[Stored items]
◆ ◆ ◆ ◆ ◆
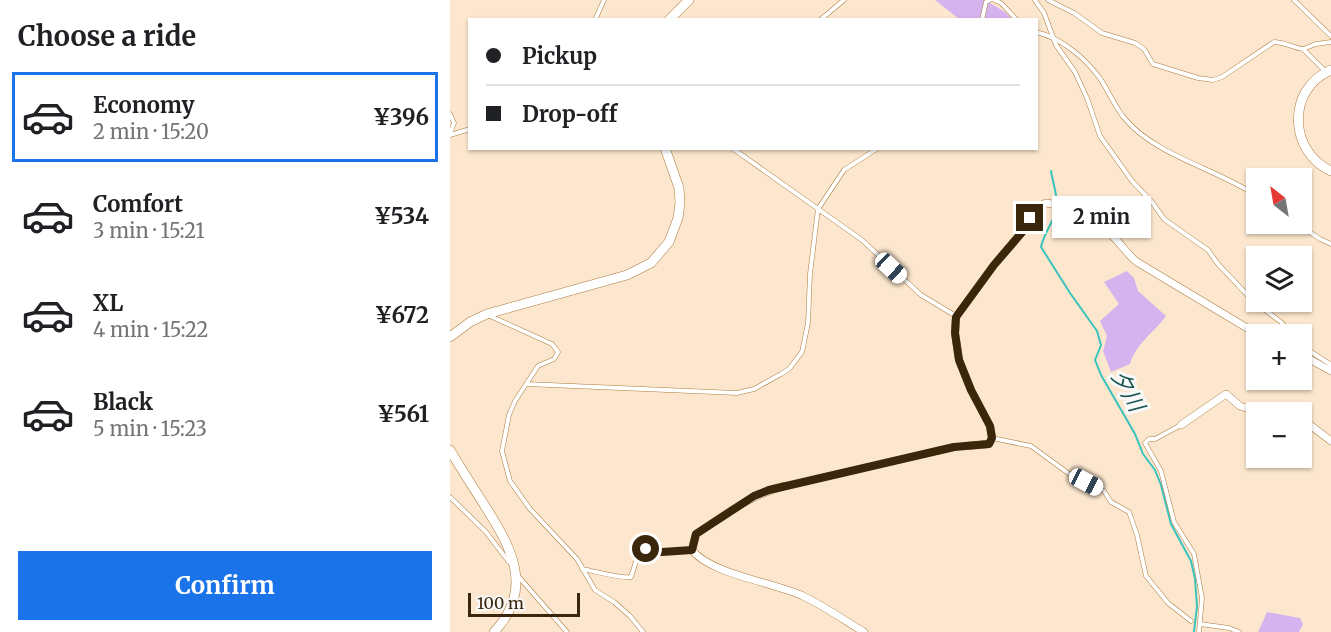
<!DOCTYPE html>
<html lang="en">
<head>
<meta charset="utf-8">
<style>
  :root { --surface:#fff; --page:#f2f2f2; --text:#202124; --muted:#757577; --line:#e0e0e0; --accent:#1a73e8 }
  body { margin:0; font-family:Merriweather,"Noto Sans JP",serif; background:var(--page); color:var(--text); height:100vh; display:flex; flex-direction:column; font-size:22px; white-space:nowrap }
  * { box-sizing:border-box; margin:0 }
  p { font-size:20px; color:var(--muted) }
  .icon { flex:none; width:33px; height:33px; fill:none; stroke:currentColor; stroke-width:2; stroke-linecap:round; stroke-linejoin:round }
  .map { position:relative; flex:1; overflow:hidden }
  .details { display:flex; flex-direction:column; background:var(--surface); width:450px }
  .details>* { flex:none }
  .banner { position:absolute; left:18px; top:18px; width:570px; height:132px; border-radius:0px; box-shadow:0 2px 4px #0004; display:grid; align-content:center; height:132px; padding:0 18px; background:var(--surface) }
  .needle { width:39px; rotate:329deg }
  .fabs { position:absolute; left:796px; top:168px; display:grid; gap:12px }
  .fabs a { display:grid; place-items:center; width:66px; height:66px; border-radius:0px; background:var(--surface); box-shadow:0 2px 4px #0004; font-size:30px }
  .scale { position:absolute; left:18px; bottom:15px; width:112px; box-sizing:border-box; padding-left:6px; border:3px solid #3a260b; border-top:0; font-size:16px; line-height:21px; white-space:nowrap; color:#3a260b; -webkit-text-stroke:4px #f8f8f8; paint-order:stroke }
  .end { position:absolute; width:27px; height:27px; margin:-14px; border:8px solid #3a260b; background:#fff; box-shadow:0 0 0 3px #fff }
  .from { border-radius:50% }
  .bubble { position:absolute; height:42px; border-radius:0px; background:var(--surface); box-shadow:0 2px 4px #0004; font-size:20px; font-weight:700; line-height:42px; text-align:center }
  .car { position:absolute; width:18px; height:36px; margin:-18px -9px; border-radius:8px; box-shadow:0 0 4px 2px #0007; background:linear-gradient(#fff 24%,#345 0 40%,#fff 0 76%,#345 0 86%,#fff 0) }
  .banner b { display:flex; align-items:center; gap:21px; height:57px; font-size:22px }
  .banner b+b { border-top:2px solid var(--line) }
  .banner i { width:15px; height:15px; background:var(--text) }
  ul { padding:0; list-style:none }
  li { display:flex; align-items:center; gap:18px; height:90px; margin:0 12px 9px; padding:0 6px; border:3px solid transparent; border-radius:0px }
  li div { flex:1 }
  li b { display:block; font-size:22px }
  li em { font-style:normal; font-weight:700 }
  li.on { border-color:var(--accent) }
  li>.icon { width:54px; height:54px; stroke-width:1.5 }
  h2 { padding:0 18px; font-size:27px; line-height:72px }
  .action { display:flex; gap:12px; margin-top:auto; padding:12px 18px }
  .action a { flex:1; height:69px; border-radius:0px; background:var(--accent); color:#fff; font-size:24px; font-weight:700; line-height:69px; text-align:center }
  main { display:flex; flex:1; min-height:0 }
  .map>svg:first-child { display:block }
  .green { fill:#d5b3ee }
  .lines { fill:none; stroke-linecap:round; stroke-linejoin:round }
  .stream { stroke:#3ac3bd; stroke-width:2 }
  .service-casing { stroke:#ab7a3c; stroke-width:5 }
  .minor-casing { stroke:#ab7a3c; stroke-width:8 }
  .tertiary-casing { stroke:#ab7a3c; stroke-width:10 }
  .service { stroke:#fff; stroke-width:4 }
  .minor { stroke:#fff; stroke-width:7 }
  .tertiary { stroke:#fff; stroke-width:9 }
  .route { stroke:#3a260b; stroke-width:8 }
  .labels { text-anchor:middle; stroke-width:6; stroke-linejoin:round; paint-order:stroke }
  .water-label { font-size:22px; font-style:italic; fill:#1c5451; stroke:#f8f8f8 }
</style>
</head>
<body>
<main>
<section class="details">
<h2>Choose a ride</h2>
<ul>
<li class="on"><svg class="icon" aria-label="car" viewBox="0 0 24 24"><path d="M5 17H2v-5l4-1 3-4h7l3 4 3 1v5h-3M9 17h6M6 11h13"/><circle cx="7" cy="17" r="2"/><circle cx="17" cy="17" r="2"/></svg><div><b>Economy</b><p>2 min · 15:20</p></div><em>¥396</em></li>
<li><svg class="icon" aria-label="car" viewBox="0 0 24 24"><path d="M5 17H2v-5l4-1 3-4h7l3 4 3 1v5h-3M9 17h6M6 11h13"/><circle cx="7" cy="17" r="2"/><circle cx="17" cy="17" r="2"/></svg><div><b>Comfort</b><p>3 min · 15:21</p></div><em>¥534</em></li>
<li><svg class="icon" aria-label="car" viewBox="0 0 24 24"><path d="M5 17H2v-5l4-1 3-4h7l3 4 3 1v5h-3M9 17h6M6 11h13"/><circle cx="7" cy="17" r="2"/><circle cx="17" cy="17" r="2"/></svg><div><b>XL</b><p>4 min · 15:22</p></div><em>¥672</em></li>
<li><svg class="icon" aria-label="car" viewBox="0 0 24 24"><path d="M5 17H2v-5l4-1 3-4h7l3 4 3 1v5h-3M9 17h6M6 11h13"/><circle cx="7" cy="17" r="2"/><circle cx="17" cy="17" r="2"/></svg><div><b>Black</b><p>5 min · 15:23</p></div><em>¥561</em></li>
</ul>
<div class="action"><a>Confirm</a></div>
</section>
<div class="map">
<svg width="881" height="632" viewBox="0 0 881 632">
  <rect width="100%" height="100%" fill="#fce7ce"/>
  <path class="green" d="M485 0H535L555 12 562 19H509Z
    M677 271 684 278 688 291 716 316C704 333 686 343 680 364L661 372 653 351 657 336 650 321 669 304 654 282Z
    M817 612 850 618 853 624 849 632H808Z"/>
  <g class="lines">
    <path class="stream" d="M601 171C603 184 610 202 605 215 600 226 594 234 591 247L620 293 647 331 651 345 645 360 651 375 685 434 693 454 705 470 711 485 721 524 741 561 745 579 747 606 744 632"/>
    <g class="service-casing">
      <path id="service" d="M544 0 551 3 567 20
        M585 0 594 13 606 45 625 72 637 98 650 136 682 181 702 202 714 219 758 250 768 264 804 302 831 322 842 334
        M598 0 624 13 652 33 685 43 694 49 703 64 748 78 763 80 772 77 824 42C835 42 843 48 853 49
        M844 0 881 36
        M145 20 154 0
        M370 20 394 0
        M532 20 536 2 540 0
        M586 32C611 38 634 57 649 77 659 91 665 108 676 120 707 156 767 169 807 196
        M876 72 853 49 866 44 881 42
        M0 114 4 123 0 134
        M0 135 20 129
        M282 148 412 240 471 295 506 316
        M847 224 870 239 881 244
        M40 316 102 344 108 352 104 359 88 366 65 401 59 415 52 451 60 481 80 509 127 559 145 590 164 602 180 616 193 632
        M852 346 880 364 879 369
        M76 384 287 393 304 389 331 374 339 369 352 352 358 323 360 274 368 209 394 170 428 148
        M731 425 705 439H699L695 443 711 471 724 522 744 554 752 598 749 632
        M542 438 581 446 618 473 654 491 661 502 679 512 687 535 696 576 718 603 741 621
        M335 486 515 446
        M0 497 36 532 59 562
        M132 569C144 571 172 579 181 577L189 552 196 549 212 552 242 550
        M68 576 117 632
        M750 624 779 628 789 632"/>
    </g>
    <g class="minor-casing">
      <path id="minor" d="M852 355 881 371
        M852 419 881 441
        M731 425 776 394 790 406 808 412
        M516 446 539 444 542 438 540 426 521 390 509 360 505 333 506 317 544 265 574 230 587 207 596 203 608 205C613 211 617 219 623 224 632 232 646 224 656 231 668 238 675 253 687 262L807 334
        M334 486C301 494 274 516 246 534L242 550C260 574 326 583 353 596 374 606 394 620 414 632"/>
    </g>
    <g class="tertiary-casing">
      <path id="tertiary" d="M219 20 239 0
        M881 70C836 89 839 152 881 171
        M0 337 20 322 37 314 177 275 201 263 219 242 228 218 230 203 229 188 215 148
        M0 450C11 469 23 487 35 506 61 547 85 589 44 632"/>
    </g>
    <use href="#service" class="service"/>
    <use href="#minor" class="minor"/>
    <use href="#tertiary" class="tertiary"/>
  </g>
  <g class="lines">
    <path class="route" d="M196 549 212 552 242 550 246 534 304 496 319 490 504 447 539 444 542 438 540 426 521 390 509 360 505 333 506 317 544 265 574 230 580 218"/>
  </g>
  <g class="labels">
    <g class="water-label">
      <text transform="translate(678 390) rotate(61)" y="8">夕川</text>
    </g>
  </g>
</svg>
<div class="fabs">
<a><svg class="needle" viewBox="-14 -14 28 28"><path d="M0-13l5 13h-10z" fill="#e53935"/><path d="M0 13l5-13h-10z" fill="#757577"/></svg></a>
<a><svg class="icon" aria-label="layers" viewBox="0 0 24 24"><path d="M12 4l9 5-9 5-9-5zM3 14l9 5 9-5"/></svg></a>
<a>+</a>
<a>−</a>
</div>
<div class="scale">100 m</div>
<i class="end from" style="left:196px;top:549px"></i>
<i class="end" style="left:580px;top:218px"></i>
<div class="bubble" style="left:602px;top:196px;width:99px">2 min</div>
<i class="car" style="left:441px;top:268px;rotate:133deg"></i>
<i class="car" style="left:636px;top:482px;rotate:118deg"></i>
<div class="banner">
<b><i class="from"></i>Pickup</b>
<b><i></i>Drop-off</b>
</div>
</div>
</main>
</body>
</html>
◆ ◆ ◆ ◆ ◆
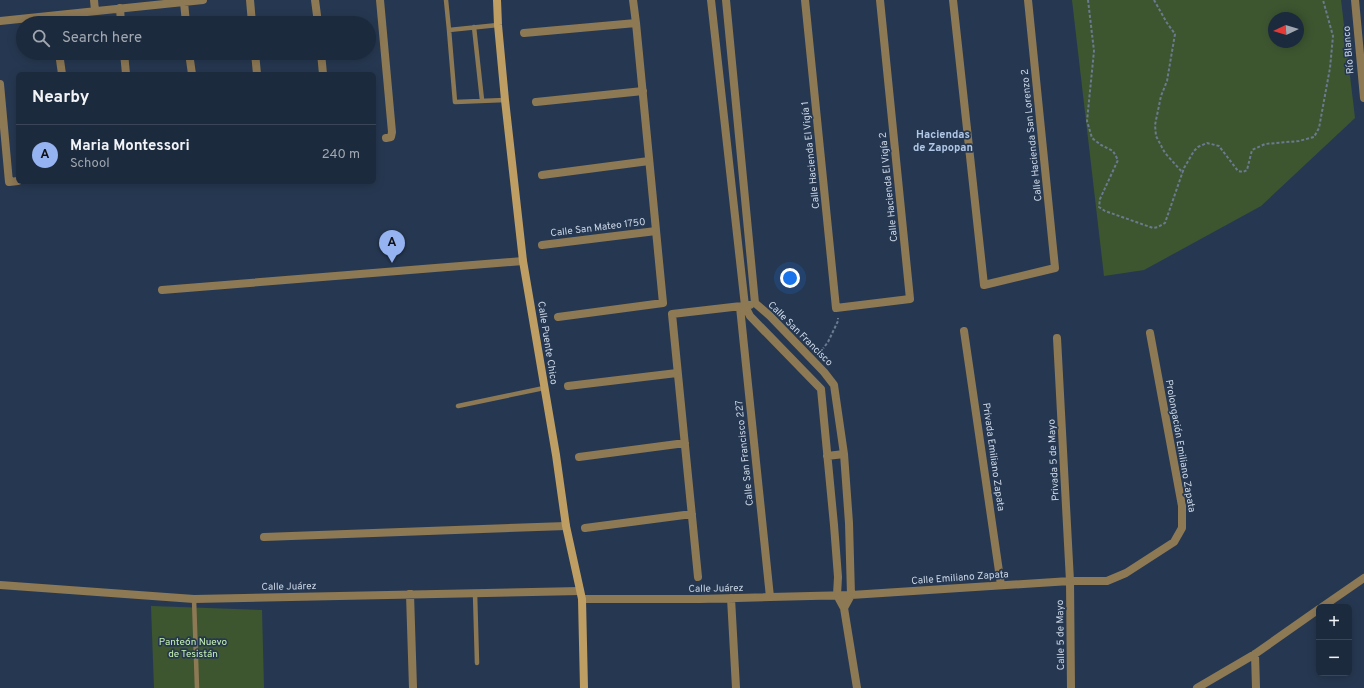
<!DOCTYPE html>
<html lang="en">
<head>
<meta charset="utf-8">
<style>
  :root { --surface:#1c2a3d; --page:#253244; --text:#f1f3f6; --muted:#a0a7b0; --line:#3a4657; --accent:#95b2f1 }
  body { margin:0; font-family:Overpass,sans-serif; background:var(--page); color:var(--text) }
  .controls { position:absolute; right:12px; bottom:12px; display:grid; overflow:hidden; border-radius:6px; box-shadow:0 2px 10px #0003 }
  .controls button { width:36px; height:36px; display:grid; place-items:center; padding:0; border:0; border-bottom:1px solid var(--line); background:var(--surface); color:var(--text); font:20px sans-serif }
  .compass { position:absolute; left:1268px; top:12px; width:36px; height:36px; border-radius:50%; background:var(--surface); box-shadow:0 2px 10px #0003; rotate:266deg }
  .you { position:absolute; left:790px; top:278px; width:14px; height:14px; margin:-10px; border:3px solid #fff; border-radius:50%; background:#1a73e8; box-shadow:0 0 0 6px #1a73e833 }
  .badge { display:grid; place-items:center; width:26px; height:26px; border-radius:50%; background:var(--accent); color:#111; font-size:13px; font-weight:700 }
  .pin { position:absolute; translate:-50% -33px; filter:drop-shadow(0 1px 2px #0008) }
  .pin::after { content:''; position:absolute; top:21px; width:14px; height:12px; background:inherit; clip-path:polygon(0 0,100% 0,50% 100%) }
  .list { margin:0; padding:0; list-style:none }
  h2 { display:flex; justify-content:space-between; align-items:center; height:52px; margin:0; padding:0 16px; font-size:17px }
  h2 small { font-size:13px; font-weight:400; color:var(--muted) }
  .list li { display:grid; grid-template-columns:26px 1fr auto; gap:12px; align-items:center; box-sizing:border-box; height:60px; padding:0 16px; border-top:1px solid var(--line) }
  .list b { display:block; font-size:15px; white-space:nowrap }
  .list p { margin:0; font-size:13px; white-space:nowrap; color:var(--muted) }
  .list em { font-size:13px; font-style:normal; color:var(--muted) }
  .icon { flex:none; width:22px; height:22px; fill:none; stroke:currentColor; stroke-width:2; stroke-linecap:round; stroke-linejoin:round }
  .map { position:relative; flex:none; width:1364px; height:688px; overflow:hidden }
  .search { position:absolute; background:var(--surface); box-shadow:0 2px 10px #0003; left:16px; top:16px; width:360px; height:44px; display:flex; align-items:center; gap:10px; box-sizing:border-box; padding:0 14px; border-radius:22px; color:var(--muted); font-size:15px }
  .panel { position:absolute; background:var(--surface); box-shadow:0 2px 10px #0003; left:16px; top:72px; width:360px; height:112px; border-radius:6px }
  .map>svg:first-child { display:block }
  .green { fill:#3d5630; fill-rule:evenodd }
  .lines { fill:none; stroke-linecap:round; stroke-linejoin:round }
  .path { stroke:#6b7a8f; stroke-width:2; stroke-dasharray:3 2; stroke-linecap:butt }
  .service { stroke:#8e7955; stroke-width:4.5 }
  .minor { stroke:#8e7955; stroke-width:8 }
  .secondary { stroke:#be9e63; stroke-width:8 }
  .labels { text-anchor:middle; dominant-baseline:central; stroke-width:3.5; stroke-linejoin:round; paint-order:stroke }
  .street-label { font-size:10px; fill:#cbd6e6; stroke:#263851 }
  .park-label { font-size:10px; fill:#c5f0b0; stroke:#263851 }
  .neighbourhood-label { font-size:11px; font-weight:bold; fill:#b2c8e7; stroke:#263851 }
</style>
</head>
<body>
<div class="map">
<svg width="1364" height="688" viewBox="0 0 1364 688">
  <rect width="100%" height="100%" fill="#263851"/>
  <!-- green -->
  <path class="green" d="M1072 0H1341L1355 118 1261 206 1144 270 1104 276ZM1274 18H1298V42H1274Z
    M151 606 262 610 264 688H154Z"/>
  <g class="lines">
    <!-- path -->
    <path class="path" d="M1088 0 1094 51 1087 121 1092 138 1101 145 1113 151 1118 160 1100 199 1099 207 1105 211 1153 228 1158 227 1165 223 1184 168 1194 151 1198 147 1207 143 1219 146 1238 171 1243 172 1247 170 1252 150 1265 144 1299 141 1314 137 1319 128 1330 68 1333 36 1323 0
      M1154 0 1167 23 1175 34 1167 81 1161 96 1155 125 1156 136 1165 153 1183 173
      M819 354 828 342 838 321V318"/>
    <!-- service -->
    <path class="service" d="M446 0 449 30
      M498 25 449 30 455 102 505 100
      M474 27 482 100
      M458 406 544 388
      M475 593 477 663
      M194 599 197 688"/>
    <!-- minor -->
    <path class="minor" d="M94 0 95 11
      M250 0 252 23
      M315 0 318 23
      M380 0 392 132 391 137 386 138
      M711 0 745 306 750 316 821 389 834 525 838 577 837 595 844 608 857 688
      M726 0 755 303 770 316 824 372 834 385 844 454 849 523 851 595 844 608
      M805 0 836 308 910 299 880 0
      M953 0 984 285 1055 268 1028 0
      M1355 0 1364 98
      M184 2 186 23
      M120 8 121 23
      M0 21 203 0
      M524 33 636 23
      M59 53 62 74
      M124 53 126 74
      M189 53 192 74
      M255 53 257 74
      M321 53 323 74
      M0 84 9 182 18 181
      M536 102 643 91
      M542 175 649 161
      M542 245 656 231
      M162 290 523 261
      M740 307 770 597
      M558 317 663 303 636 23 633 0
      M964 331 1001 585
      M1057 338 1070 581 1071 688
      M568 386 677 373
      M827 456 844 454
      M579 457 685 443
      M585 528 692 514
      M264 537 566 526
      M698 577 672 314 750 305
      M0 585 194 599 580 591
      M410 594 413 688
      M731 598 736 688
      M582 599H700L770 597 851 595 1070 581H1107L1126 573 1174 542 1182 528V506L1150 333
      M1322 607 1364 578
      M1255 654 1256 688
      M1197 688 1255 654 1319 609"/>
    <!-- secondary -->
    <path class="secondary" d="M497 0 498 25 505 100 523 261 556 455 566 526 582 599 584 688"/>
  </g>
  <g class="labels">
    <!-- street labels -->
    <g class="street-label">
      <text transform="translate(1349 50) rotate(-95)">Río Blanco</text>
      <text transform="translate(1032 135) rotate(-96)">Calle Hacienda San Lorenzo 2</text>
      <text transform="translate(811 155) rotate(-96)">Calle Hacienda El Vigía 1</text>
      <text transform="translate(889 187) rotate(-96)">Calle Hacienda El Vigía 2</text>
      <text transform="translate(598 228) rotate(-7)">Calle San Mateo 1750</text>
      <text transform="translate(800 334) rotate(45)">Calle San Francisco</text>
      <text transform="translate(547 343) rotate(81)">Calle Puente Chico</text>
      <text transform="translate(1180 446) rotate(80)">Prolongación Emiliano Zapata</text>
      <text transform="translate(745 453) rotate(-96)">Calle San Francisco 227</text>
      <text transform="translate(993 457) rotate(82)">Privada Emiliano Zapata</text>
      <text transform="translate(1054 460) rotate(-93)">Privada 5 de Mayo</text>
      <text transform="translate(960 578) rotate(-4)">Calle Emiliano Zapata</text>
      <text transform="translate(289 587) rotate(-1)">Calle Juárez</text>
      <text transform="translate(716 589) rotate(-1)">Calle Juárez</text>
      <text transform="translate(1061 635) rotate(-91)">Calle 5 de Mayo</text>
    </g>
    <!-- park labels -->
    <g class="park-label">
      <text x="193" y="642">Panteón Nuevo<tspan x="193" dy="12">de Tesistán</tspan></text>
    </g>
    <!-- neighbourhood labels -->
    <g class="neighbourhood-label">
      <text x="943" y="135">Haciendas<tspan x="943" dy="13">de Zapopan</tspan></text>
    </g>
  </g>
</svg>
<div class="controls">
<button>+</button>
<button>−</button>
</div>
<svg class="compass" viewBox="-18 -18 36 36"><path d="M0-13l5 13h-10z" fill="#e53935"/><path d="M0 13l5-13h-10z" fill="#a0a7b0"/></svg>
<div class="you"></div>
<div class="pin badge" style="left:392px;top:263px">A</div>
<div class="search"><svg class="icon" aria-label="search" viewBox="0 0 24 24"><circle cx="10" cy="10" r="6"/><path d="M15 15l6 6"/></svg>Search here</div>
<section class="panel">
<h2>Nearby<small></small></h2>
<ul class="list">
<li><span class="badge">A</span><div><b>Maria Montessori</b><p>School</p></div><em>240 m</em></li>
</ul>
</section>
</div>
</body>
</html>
◆ ◆ ◆ ◆ ◆
DIRECTIONS
Copy each line above that contains the word "controls".

RESPONSE TO THE TASK
  .controls { position:absolute; right:12px; bottom:12px; display:grid; overflow:hidden; border-radius:6px; box-shadow:0 2px 10px #0003 }
  .controls button { width:36px; height:36px; display:grid; place-items:center; padding:0; border:0; border-bottom:1px solid var(--line); background:var(--surface); color:var(--text); font:20px sans-serif }
<div class="controls">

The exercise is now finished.